Neither Health Minister Sylvia Jones nor Associate Minister of Mental Health Michael Tibollo has ruled out expanding involuntary treatment, but both say they prefer treatment to be voluntary.
They have also both said they are working on increasing the number of treatment beds.
In its upcoming legislative sitting, Premier Doug Ford’s government promised to legislate new rules to eliminate 10 existing supervised consumption sites that are within 200 metres of schools and daycares, and do away with needle exchange programs.
Instead, the province has said it will shift to an abstinence-based model, with plans to launch new “homelessness and addiction recovery treatment hubs” next year, plus create 375 highly supportive housing units at a cost of $378 million.
The province’s fundamental shift has sparked outrage among homeless people, advocates and health-care workers.
Alex Nuttall, the mayor of Barrie, Ont., was among several city leaders who were calling on mayors to take a collective position and outright ask for mandatory involuntary treatment laws from the province.
He said he’s happy with their softened position.
“When I sit there and make calls for the city of Barrie asking for more mandatory treatment and rehabilitation, I don’t know what those lines look like in terms of where those lines need to be created, what the pathways are into it, what the pathways are out of it,” he said Friday.
“And what you’re seeing here in this motion is a call for the provincial government to determine whether they need to strengthen what already exists in terms of mandatory care in this province.”

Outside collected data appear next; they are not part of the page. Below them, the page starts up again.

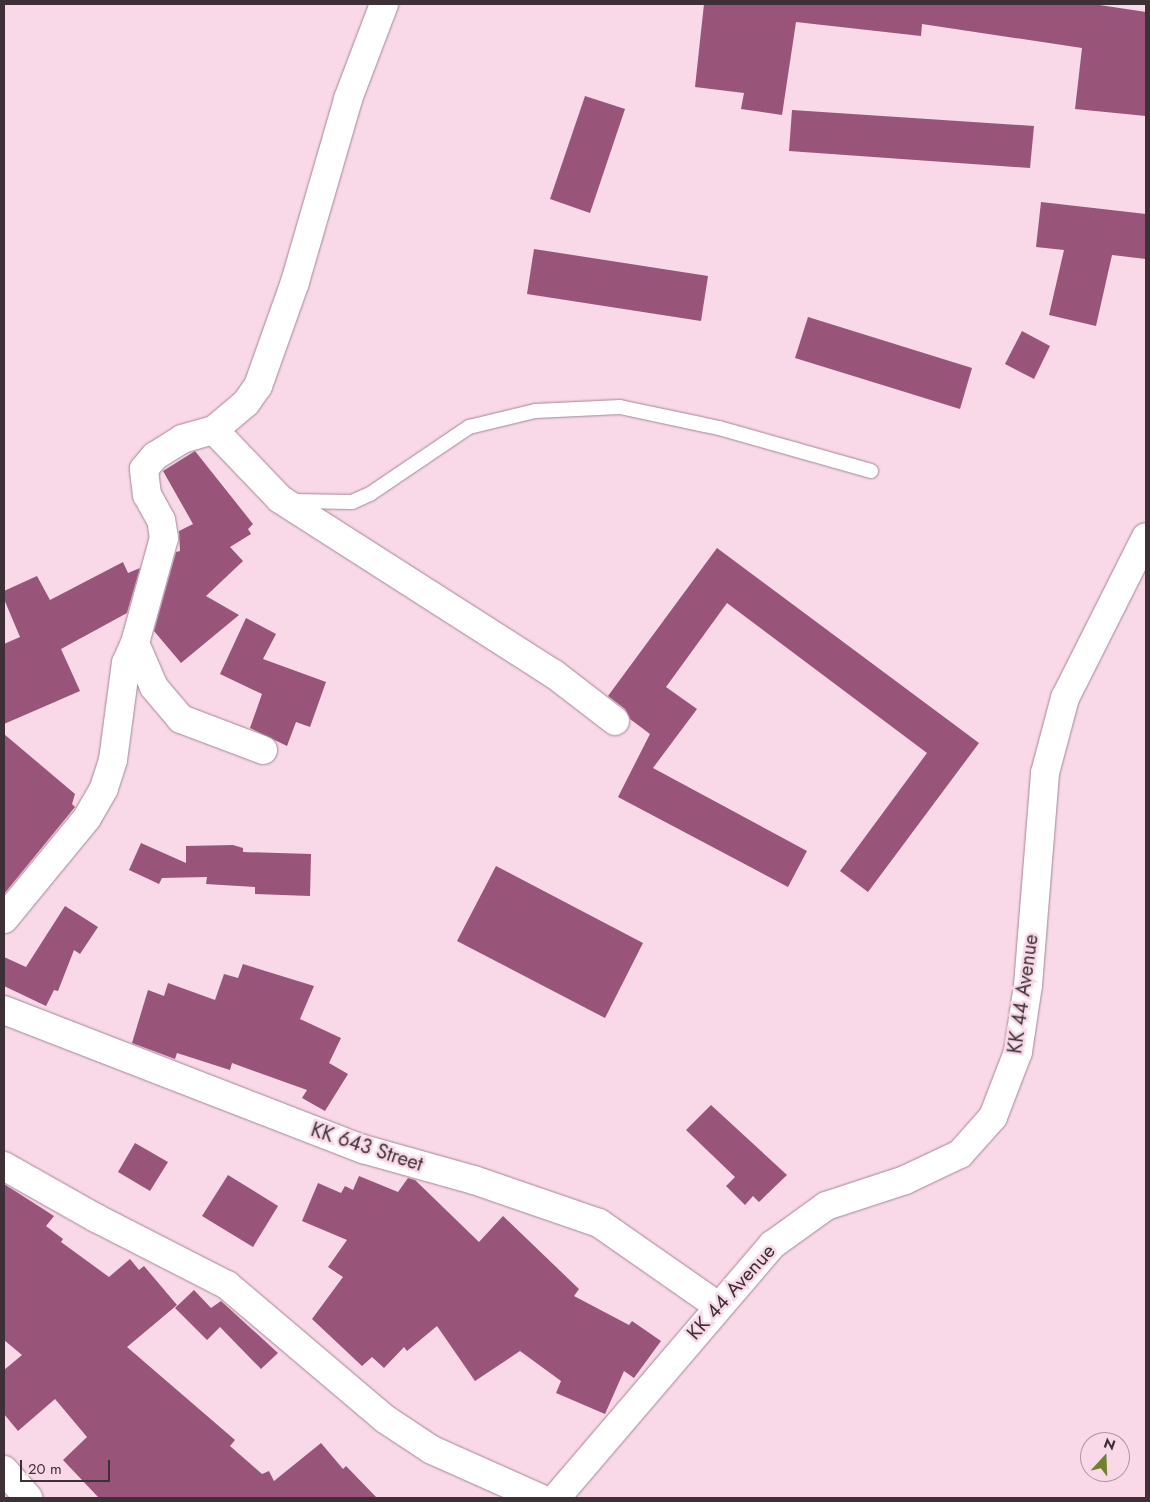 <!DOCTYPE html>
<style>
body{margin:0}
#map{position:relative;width:1150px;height:1502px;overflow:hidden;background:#f9d8e8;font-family:Jost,sans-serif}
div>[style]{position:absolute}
.building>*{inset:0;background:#995479}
.roads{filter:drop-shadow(0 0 1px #a48695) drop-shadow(0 0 1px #a48695)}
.service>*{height:14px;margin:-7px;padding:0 7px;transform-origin:7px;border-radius:7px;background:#fff}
.minor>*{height:28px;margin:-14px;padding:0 14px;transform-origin:14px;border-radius:14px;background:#fff}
.secondary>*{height:28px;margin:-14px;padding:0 14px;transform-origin:14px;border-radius:14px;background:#fff}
span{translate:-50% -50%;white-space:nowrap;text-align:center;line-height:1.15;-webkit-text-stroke:5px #f9d8e8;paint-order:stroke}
.street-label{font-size:20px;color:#3d3137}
.frame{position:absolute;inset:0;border:5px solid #3d3137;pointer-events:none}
.north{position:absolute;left:1080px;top:1432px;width:50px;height:50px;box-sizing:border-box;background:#f9d8e8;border:1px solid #ae95a1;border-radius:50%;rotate:20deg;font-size:14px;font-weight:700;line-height:20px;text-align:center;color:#3d3137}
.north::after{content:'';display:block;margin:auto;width:18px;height:22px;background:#708130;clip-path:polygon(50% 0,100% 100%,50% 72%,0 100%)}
.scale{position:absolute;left:20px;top:1460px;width:90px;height:22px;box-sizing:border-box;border:2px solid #3d3137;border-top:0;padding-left:6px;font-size:15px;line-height:18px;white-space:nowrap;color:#3d3137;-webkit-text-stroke:4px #f9d8e8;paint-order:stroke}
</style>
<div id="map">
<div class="building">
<div style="clip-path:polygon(704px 4px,1093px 4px,1146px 12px,1146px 116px,1075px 109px,1082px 48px,922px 24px,921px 36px,796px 22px,782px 115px,741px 109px,744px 93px,695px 87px)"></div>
<div style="clip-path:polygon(585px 96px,625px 109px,590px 213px,550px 199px)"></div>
<div style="clip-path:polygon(792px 110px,1034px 126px,1030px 168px,789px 151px)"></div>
<div style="clip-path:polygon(1041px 202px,1146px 214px,1146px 259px,1112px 255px,1096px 326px,1049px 315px,1064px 250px,1036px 247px)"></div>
<div style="clip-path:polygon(534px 249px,708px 276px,701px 321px,527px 294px)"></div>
<div style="clip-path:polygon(808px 317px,972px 368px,960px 409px,795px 358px)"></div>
<div style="clip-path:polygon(1022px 331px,1050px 346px,1034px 379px,1005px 364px)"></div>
<div style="clip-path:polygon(195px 451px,253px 524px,248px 529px,251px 534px,230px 547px,243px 561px,206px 596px,239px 615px,181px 663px,154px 631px,176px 552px,180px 551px,179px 531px,193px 524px,163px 471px)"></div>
<div style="clip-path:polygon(717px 548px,979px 743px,868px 892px,840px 871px,927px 753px,727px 603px,666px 687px,697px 709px,653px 768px,807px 851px,788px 887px,618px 797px,650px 734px,630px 719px,625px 709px,608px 696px)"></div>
<div style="clip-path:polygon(123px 562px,128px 573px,140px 568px,127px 613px,61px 649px,80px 691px,4px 724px,4px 644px,20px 637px,4px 599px,4px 591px,37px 576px,50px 600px)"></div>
<div style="clip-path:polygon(246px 618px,276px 634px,263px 659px,326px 682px,310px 727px,296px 722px,287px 746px,250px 728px,262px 694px,220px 674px)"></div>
<div style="clip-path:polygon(4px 734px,75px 794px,72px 804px,75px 807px,4px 894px)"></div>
<div style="clip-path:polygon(141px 843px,186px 863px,186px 846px,233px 845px,243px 848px,243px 852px,311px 854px,310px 896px,255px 894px,255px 887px,206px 884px,207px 877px,162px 878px,159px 884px,129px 870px)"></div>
<div style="clip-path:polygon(496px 866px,643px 943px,605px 1018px,457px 941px)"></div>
<div style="clip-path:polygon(65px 906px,98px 927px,80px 954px,74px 950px,58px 991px,54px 990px,46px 1006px,4px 986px,4px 957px,26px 967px)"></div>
<div style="clip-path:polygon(243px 964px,314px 986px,300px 1019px,341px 1038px,329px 1063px,348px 1074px,325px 1111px,302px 1098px,307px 1090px,232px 1063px,230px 1070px,177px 1053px,175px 1059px,132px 1043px,148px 990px,164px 996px,168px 983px,215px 1000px,224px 974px,238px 978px)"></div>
<div style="clip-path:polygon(711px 1105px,787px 1175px,759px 1202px,753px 1196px,745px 1205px,726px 1186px,735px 1177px,686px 1130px)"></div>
<div style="clip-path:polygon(135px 1143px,168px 1162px,150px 1191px,118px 1172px)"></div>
<div style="clip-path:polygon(228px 1175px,278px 1206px,253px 1247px,202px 1216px)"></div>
<div style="clip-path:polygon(359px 1176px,398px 1192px,408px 1178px,415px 1180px,479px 1242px,503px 1216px,579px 1289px,574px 1296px,629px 1325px,632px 1321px,661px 1341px,634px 1378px,624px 1371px,605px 1414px,556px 1393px,561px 1381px,520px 1351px,475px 1381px,437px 1326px,407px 1351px,404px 1347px,384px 1368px,372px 1357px,362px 1366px,312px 1319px,343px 1277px,328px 1267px,347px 1240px,302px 1221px,318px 1183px,341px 1193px,345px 1186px,353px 1190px)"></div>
<div style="clip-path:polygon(4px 1184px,54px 1216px,46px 1226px,63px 1239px,61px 1242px,109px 1277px,130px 1259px,139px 1270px,144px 1266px,177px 1305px,127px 1347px,235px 1440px,230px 1446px,262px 1474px,269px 1471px,274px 1481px,321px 1443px,343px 1469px,346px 1466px,377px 1498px,99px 1498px,63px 1460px,87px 1437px,55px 1399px,18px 1431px,4px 1414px,4px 1370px,22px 1355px,4px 1340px)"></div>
<div style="clip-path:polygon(194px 1290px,211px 1308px,221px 1301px,278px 1353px,261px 1369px,220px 1327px,207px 1340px,175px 1308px)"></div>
</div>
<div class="roads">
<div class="service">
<div style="left:293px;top:501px;width:59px;rotate:1deg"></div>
<div style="left:352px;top:502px;width:20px;rotate:-24deg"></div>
<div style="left:370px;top:494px;width:120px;rotate:-34.1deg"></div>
<div style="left:469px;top:427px;width:68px;rotate:-13.6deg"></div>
<div style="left:535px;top:411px;width:85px;rotate:-2.7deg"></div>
<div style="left:620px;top:407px;width:101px;rotate:12deg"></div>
<div style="left:719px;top:428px;width:158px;rotate:15.8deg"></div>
</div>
<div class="minor">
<div style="left:214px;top:430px;width:95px;rotate:46.3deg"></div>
<div style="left:280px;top:499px;width:325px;rotate:32.6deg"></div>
<div style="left:554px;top:674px;width:77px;rotate:37.6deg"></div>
<div style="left:263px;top:750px;width:88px;rotate:-159.3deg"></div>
<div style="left:181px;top:719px;width:42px;rotate:-130.2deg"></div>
<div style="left:154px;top:687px;width:48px;rotate:-113.4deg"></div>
<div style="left:135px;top:643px;width:109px;rotate:-74.6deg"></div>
<div style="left:164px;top:538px;width:18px;rotate:-99deg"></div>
<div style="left:161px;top:520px;width:29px;rotate:-119deg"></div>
<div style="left:147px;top:495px;width:26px;rotate:-97deg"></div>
<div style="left:144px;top:469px;width:17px;rotate:-50deg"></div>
<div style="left:155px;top:456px;width:32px;rotate:-32deg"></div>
<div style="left:182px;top:439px;width:33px;rotate:-16deg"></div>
<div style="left:214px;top:430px;width:42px;rotate:-40.2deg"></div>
<div style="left:246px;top:403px;width:21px;rotate:-55deg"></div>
<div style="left:258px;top:386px;width:110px;rotate:-70.4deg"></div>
<div style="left:295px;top:282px;width:191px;rotate:-73.8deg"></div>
<div style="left:348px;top:99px;width:102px;rotate:-69.2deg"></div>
<div style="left:4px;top:919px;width:131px;rotate:-50.6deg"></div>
<div style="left:87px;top:818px;width:34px;rotate:-60deg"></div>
<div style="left:104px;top:788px;width:29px;rotate:-72deg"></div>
<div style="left:113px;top:760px;width:98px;rotate:-82.4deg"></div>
<div style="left:126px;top:663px;width:22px;rotate:-66deg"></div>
<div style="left:4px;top:1010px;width:385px;rotate:21.2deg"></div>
<div style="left:363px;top:1149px;width:115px;rotate:15.6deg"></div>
<div style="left:474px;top:1180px;width:132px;rotate:19deg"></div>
<div style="left:599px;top:1223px;width:145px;rotate:34.9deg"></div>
<div style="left:4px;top:1166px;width:106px;rotate:29.5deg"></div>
<div style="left:96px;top:1218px;width:147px;rotate:27.1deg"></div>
<div style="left:227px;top:1285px;width:207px;rotate:40.3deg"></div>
<div style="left:385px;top:1419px;width:56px;rotate:33.4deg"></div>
<div style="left:432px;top:1450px;width:118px;rotate:24deg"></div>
<div style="left:4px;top:1470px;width:37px;rotate:49deg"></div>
</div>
<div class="secondary">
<div style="left:556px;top:1498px;width:333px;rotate:-49.5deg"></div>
<div style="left:772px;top:1245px;width:67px;rotate:-35.8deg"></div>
<div style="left:826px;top:1206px;width:83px;rotate:-18.2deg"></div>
<div style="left:905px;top:1180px;width:61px;rotate:-25.3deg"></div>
<div style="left:960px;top:1154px;width:50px;rotate:-48.3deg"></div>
<div style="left:993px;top:1117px;width:70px;rotate:-69deg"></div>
<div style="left:1018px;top:1052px;width:68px;rotate:-81.5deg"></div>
<div style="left:1028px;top:985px;width:213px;rotate:-85.4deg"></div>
<div style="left:1045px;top:773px;width:78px;rotate:-75.1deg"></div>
<div style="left:1065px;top:698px;width:180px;rotate:-63.3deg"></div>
</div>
</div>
<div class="street-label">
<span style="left:1023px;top:994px;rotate:-82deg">KK 44 Avenue</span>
<span style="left:367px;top:1147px;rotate:18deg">KK 643 Street</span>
<span style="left:731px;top:1292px;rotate:-48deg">KK 44 Avenue</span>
</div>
<div class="frame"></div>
<div class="north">N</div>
<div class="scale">20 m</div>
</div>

Encampments and open drug use have become a huge issue for the mayors, who launched a “solve the crisis” campaign earlier this year to spur the province to do more to help homeless people and beleaguered businesses.
There are 1,400 encampments across Ontario, the mayors say.
Among other asks, the mayors would like to see both provincial and federal governments join any court cases that may end up restricting the ability of municipalities to regulate and prohibit encampments.
They are calling for a vast expansion of residential and community-based treatment programs. The mayors also want reforms to the justice system to allow for referrals to rehabilitation centres for some offences rather than punitive measures such as incarceration.
They also want the federal government to spend the $250 million for municipalities it announced in the spring, as part of a promised national encampment strategy.
Cam Guthrie, the mayor of Guelph, Ont., said he is exasperated and fed up.
“We have an encampment and opioid addictions and mental-health crisis in our province and we should not be at another podium again asking for help,” he said.
“So we need the help of the province and we need it urgently, we need it now.”